[Excerpts from a dataset]
^^^^

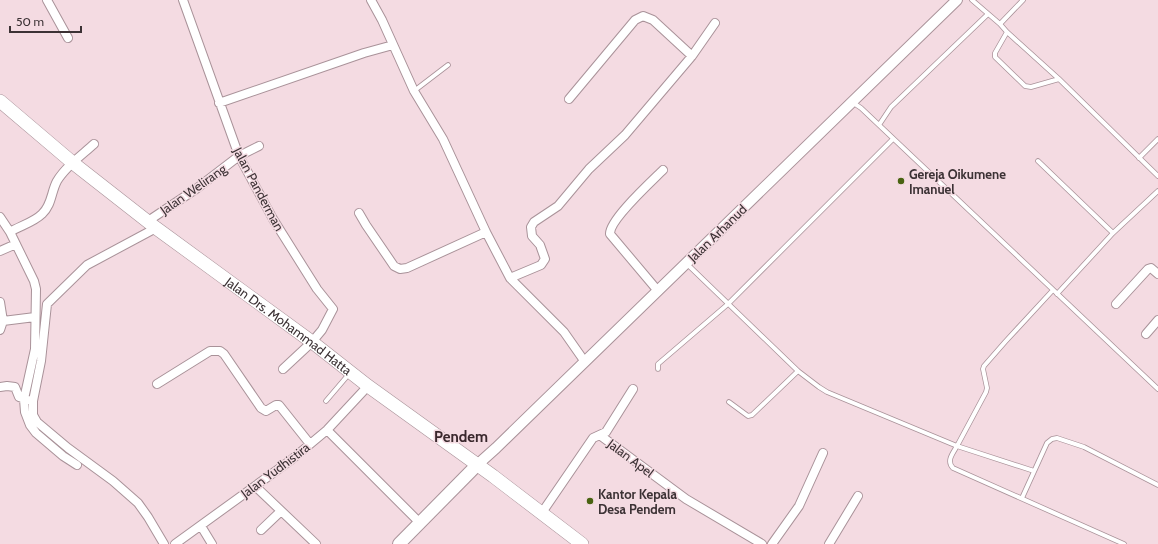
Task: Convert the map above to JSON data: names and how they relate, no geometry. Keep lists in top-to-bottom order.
{
  "streets": {
    "main road": ["Jalan Drs. Mohammad Hatta"],
    "street": [
      "Jalan Welirang",
      "Jalan Panderman",
      "Jalan Arhanud",
      "Jalan Apel",
      "Jalan Yudhistira"
    ]
  },
  "crossings": [
    ["Jalan Welirang", "Jalan Panderman"],
    ["Jalan Welirang", "Jalan Drs. Mohammad Hatta"],
    ["Jalan Panderman", "Jalan Drs. Mohammad Hatta"],
    ["Jalan Arhanud", "Jalan Drs. Mohammad Hatta"],
    ["Jalan Drs. Mohammad Hatta", "Jalan Yudhistira"]
  ],
  "districts": ["Pendem"],
  "places": ["Gereja Oikumene Imanuel", "Kantor Kepala Desa Pendem"],
  "scale_bar": "50 m"
}
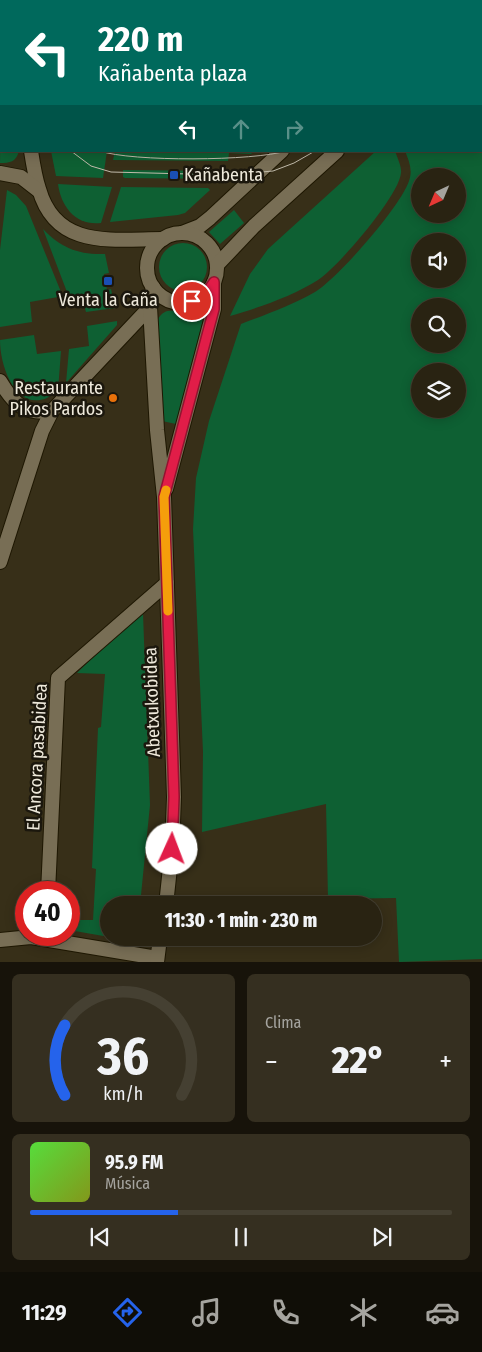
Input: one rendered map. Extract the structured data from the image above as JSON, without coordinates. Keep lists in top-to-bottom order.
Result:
{
  "streets": {
    "street": ["Abetxukobidea", "El Ancora pasabidea"]
  },
  "crossings": [
    ["Abetxukobidea", "El Ancora pasabidea"]
  ],
  "places": {
    "transit": ["Kañabenta", "Venta la Caña"],
    "other": ["Restaurante Pikos Pardos"]
  },
  "north": "bottom left",
  "page": {
    "turn": ["220 m", "Kañabenta plaza"],
    "limit": "40",
    "trip": "11:30 · 1 min · 230 m",
    "tile": "Clima",
    "heat": ["−", "22°", "+"],
    "song": ["95.9 FM", "Música"],
    "tabs": "11:29",
    "gauge": ["36", "km/h"]
  }
}
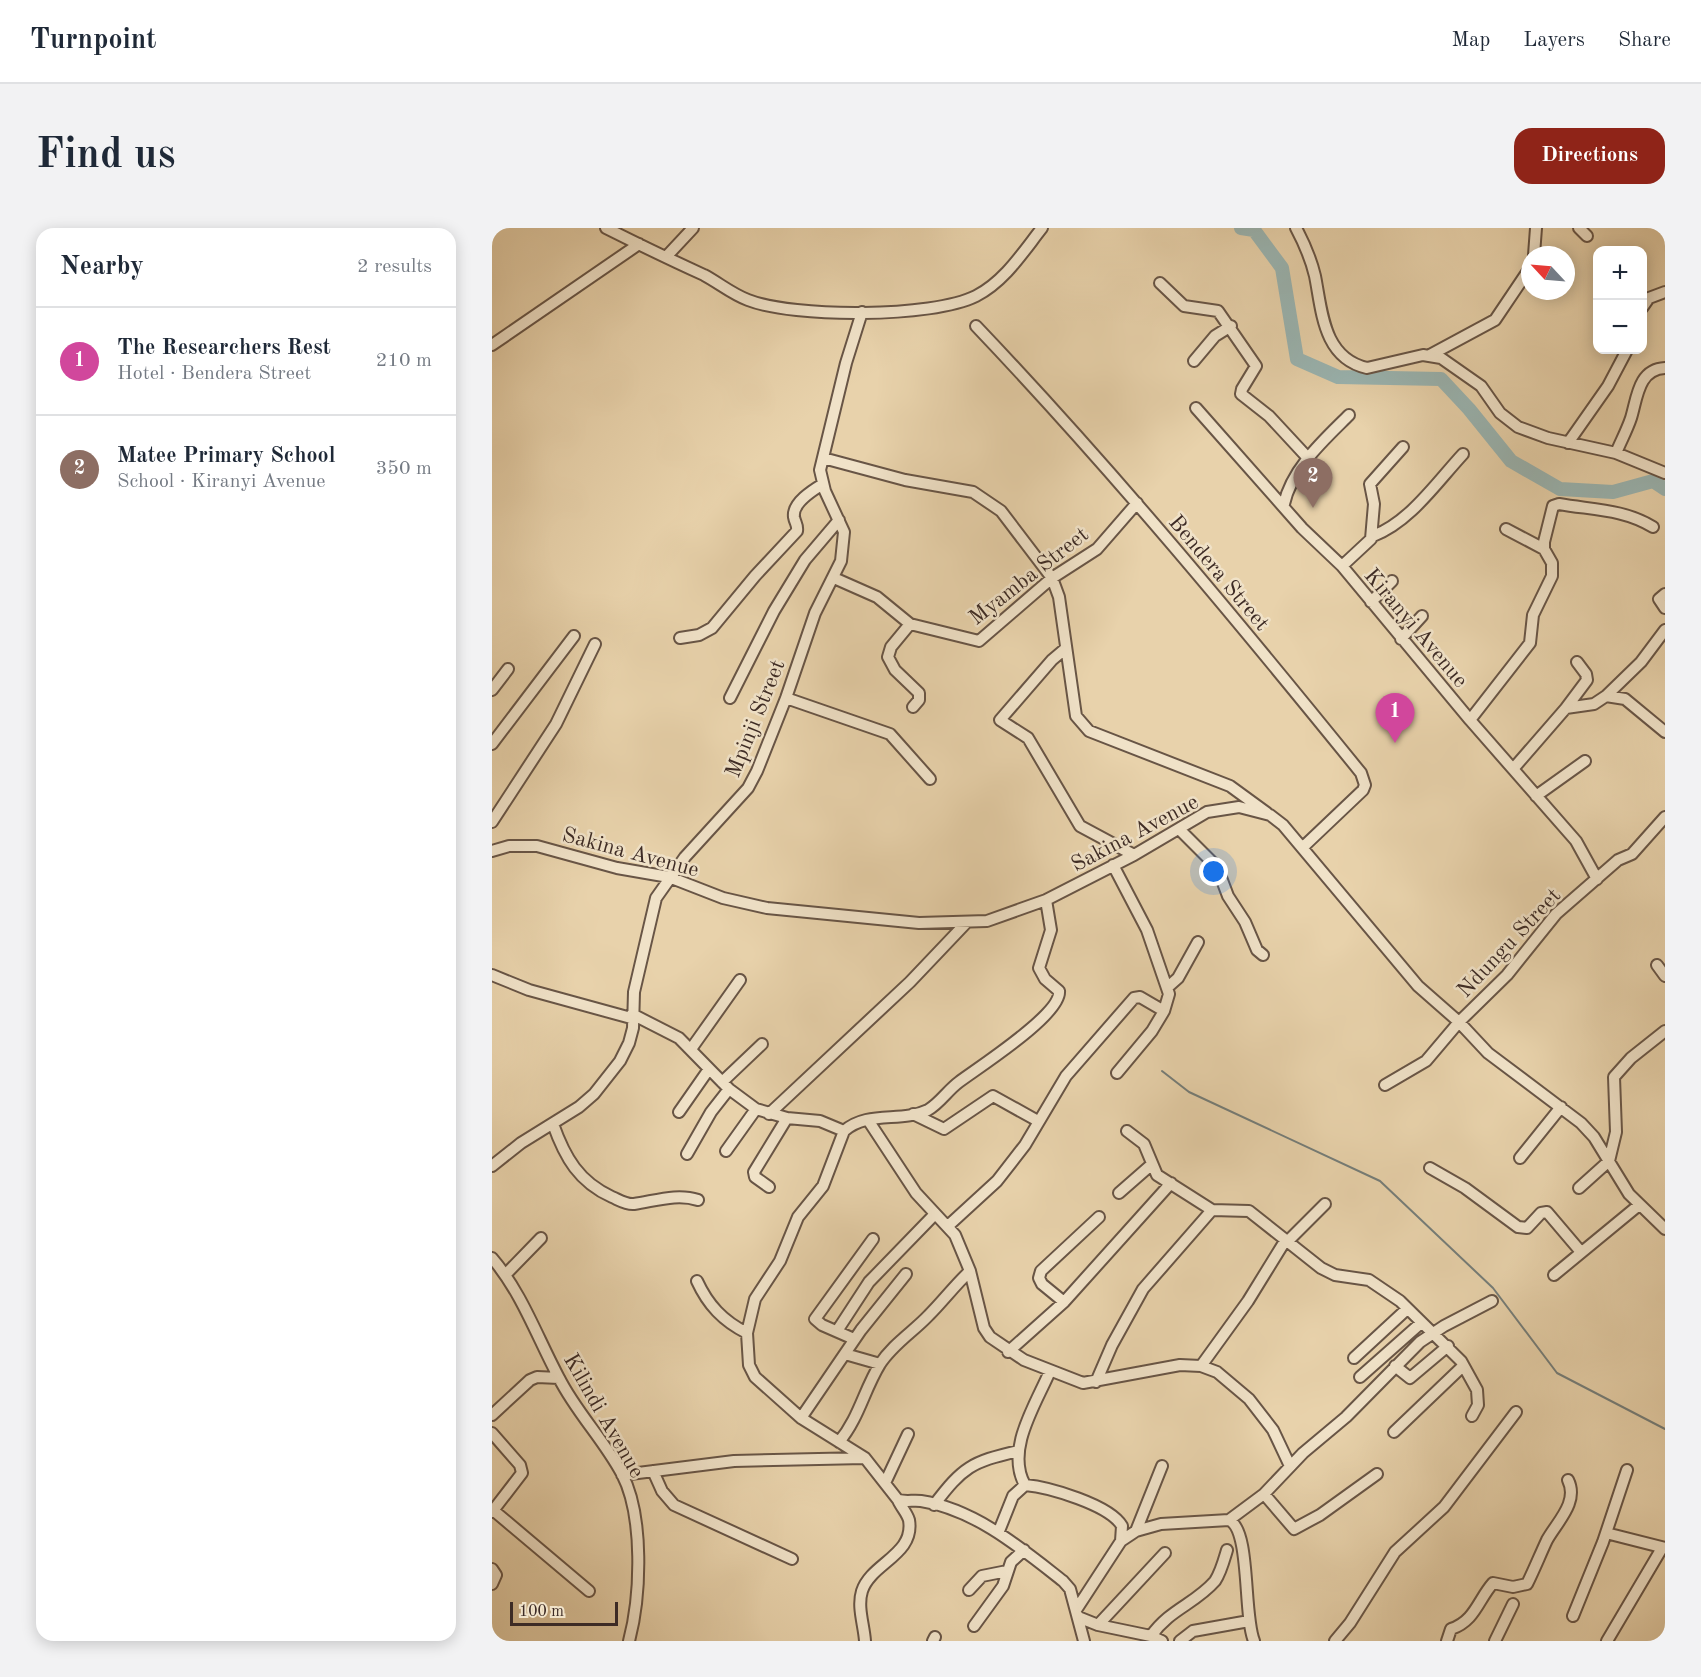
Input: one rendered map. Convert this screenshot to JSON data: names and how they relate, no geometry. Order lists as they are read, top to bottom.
{
  "streets": {
    "street": [
      "Bendera Street",
      "Myamba Street",
      "Kiranyi Avenue",
      "Mpinji Street",
      "Sakina Avenue",
      "Ndungu Street",
      "Kilindi Avenue"
    ]
  },
  "crossings": [
    ["Bendera Street", "Myamba Street"],
    ["Bendera Street", "Sakina Avenue"],
    ["Myamba Street", "Mpinji Street"],
    ["Kiranyi Avenue", "Ndungu Street"],
    ["Mpinji Street", "Sakina Avenue"],
    ["Sakina Avenue", "Ndungu Street"]
  ],
  "scale_bar": "100 m",
  "north": "top left",
  "page": {
    "header": "Turnpoint",
    "nav": ["Map", "Layers", "Share"],
    "buttons": "Directions",
    "title": "Find us",
    "heading": ["Nearby", "2 results"],
    "map_buttons": ["+", "−"],
    "list": [
      {
        "mark": "1",
        "name": "The Researchers Rest",
        "note": "Hotel · Bendera Street",
        "value": "210 m"
      },
      {
        "mark": "2",
        "name": "Matee Primary School",
        "note": "School · Kiranyi Avenue",
        "value": "350 m"
      }
    ],
    "pins": ["2", "1"],
    "scale": "100 m"
  }
}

^^^^

With the pictures omitted, repeat the full set of records above exactly.

* **Solved exercise**
Task: Convert the map above to JSON data: names and how they relate, no geometry. Keep lists in top-to-bottom order.
{
  "streets": {
    "main road": ["Jalan Drs. Mohammad Hatta"],
    "street": [
      "Jalan Welirang",
      "Jalan Panderman",
      "Jalan Arhanud",
      "Jalan Apel",
      "Jalan Yudhistira"
    ]
  },
  "crossings": [
    ["Jalan Welirang", "Jalan Panderman"],
    ["Jalan Welirang", "Jalan Drs. Mohammad Hatta"],
    ["Jalan Panderman", "Jalan Drs. Mohammad Hatta"],
    ["Jalan Arhanud", "Jalan Drs. Mohammad Hatta"],
    ["Jalan Drs. Mohammad Hatta", "Jalan Yudhistira"]
  ],
  "districts": ["Pendem"],
  "places": ["Gereja Oikumene Imanuel", "Kantor Kepala Desa Pendem"],
  "scale_bar": "50 m"
}
Input: one rendered map. Extract the structured data from the image above as JSON, without coordinates. Keep lists in top-to-bottom order.
Result:
{
  "streets": {
    "street": ["Abetxukobidea", "El Ancora pasabidea"]
  },
  "crossings": [
    ["Abetxukobidea", "El Ancora pasabidea"]
  ],
  "places": {
    "transit": ["Kañabenta", "Venta la Caña"],
    "other": ["Restaurante Pikos Pardos"]
  },
  "north": "bottom left",
  "page": {
    "turn": ["220 m", "Kañabenta plaza"],
    "limit": "40",
    "trip": "11:30 · 1 min · 230 m",
    "tile": "Clima",
    "heat": ["−", "22°", "+"],
    "song": ["95.9 FM", "Música"],
    "tabs": "11:29",
    "gauge": ["36", "km/h"]
  }
}
Input: one rendered map. Convert this screenshot to JSON data: names and how they relate, no geometry. Order lists as they are read, top to bottom.
{
  "streets": {
    "street": [
      "Bendera Street",
      "Myamba Street",
      "Kiranyi Avenue",
      "Mpinji Street",
      "Sakina Avenue",
      "Ndungu Street",
      "Kilindi Avenue"
    ]
  },
  "crossings": [
    ["Bendera Street", "Myamba Street"],
    ["Bendera Street", "Sakina Avenue"],
    ["Myamba Street", "Mpinji Street"],
    ["Kiranyi Avenue", "Ndungu Street"],
    ["Mpinji Street", "Sakina Avenue"],
    ["Sakina Avenue", "Ndungu Street"]
  ],
  "scale_bar": "100 m",
  "north": "top left",
  "page": {
    "header": "Turnpoint",
    "nav": ["Map", "Layers", "Share"],
    "buttons": "Directions",
    "title": "Find us",
    "heading": ["Nearby", "2 results"],
    "map_buttons": ["+", "−"],
    "list": [
      {
        "mark": "1",
        "name": "The Researchers Rest",
        "note": "Hotel · Bendera Street",
        "value": "210 m"
      },
      {
        "mark": "2",
        "name": "Matee Primary School",
        "note": "School · Kiranyi Avenue",
        "value": "350 m"
      }
    ],
    "pins": ["2", "1"],
    "scale": "100 m"
  }
}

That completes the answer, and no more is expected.